Southeastern Legal Foundation Asks Supreme Court to End Race-Based Admissions

March 25, 2021

Today, Southeastern Legal Foundation (SLF) filed an amicus brief urging the Supreme Court to take up Students for Fair Admissions’ lawsuit against Harvard University. For decades, Harvard has focused on race at every stage of its admissions process—from recruitment, to assessing individual applicants, to even engaging in racial balancing by comparing the racial makeup of one class to the next.

Harvard does all of this in the name of so-called diversity. But as SLF explains, diversity of color is not the same as diversity of thought. Over the years, colleges have moved away from being the marketplace of ideas, instead scaring students into silence.
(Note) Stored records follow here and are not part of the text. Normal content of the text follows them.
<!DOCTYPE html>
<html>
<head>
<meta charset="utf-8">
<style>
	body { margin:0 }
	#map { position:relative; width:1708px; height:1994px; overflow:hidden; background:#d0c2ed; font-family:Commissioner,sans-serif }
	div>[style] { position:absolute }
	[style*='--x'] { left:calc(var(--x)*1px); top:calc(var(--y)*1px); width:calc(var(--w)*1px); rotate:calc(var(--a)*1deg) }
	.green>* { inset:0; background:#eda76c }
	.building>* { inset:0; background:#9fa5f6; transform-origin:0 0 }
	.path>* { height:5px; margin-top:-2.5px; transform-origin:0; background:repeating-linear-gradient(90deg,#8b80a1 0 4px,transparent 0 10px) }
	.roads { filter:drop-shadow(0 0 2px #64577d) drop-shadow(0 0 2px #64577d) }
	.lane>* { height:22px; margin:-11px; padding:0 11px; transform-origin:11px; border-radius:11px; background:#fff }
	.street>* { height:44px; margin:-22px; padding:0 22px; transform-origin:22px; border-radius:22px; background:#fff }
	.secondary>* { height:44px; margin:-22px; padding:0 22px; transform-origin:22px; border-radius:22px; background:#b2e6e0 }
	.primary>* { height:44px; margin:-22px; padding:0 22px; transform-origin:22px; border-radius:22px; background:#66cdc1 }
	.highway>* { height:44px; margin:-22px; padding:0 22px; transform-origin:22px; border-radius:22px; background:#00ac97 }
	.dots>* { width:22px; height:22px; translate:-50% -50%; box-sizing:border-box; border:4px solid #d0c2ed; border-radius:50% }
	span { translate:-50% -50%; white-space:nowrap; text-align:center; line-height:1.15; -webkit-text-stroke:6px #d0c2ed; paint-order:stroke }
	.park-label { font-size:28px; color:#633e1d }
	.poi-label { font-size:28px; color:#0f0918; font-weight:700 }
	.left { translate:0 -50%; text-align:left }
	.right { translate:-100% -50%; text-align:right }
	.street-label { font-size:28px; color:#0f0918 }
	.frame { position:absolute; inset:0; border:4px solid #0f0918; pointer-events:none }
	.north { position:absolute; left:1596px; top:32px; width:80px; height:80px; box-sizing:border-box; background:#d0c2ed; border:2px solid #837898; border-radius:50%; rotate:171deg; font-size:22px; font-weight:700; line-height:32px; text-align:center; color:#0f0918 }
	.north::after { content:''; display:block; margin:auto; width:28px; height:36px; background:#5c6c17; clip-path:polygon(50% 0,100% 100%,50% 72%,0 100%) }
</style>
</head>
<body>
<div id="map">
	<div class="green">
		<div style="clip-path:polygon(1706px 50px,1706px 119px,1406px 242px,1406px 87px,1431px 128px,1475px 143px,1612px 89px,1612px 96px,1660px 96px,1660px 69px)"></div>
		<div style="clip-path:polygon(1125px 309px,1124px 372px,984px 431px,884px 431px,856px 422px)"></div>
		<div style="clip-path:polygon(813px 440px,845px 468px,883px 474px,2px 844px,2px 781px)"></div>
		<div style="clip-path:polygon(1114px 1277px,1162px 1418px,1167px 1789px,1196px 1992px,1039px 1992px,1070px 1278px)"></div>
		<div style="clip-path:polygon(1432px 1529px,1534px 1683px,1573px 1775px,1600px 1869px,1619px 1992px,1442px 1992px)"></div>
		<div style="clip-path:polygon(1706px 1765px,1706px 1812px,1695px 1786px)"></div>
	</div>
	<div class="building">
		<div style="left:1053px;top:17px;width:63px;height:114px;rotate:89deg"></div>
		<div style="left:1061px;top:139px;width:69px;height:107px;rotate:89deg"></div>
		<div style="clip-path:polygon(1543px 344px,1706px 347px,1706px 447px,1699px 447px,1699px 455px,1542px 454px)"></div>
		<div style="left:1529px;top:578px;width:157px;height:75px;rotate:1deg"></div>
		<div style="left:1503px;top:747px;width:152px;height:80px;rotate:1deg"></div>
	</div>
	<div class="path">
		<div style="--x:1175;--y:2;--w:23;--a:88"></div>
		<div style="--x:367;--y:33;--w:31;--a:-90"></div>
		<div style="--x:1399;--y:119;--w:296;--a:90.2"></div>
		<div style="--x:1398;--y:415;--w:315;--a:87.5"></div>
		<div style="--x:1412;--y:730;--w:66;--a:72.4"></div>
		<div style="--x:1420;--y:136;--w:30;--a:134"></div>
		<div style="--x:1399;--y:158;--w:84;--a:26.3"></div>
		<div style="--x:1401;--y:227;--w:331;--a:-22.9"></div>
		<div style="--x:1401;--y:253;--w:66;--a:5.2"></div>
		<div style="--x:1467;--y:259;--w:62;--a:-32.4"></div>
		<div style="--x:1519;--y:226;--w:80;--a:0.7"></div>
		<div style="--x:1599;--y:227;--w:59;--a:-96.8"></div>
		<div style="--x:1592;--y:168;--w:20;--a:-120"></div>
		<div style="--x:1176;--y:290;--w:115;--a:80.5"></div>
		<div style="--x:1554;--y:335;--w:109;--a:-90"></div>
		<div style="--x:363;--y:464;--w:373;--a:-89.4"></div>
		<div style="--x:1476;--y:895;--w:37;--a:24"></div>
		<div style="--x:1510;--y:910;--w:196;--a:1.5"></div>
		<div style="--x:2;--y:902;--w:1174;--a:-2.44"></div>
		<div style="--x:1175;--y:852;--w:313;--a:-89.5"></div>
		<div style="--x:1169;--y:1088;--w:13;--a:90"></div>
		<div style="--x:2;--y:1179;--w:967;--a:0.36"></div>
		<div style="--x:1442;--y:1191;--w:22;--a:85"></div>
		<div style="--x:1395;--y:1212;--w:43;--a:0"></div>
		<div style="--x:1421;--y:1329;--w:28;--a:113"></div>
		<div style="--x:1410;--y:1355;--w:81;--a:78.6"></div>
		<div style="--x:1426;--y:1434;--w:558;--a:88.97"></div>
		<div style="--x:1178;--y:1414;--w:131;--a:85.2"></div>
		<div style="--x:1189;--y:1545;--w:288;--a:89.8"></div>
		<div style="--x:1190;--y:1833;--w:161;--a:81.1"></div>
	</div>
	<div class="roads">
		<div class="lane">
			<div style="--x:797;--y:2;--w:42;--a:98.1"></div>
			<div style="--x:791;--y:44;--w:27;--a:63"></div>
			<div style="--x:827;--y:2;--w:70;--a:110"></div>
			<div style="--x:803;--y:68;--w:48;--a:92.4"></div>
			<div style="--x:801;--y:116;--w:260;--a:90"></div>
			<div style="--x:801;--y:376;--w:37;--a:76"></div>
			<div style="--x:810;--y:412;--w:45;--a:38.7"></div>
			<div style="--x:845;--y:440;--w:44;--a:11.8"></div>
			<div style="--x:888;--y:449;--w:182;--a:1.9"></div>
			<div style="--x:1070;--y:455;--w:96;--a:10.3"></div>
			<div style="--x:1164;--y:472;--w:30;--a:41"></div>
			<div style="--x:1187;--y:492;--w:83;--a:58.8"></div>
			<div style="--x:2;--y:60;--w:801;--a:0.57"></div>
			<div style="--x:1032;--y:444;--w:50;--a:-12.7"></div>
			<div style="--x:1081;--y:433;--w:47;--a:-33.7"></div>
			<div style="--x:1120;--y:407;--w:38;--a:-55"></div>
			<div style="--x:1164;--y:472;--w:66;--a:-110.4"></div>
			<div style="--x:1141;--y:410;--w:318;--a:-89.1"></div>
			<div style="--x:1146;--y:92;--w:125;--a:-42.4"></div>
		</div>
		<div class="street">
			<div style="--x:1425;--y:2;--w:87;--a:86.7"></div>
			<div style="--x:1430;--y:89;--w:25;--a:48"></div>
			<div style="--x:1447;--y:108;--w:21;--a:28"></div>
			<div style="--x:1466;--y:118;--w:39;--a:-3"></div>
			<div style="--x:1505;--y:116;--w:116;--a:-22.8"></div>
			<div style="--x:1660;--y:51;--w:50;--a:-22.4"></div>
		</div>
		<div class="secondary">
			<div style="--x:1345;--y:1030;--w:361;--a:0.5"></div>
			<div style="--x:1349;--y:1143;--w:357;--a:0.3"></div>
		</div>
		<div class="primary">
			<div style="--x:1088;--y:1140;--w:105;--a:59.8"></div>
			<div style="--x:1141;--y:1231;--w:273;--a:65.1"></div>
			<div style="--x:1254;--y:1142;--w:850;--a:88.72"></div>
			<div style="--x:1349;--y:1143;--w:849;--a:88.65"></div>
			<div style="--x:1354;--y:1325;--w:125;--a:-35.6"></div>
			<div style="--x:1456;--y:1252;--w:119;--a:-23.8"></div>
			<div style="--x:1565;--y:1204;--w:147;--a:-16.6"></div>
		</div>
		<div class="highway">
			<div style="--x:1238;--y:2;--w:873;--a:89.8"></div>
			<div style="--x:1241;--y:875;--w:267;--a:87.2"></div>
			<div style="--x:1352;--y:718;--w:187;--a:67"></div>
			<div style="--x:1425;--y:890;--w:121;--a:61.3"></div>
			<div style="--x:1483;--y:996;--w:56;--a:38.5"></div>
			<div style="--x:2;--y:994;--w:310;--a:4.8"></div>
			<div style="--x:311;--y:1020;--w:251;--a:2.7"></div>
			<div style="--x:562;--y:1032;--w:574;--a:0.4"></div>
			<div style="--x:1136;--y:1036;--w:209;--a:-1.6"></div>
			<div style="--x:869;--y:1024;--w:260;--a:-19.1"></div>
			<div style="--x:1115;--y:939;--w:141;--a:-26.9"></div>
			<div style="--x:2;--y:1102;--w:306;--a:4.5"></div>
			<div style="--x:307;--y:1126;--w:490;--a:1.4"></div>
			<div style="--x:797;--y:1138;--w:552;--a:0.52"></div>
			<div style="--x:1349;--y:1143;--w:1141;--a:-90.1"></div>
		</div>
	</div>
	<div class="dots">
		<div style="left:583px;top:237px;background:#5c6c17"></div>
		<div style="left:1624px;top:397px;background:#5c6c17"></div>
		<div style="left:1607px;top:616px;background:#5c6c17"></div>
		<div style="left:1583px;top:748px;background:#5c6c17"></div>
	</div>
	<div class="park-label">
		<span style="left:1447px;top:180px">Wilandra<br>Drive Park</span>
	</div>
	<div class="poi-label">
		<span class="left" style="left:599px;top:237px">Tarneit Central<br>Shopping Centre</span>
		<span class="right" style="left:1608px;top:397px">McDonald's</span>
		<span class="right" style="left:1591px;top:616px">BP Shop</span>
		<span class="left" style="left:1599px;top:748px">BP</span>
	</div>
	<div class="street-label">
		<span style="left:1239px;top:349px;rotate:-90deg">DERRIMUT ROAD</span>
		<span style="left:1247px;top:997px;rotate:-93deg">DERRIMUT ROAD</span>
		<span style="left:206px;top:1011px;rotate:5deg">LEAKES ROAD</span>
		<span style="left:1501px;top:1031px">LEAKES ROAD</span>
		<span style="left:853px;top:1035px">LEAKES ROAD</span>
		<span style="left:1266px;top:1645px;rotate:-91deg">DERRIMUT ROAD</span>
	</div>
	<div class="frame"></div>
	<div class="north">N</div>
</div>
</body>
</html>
One survey of 20,000 students shows that a majority of them fear sharing their real opinions on issues. Worse, colleges are actively protecting students from ideas and individuals who do not think or look like them through safe spaces and affinity groups.

“Colleges have relied on race as a factor in the admissions process for too long,” says SLF General Counsel Kimberly Hermann. “Not only do colleges violate the Constitution because they discriminate based on skin color, but these policies also conflict with the First Amendment. Colleges must be places of open inquiry, but they are instead training students to mistrust and fear each other because they focus so much on dividing students by race.”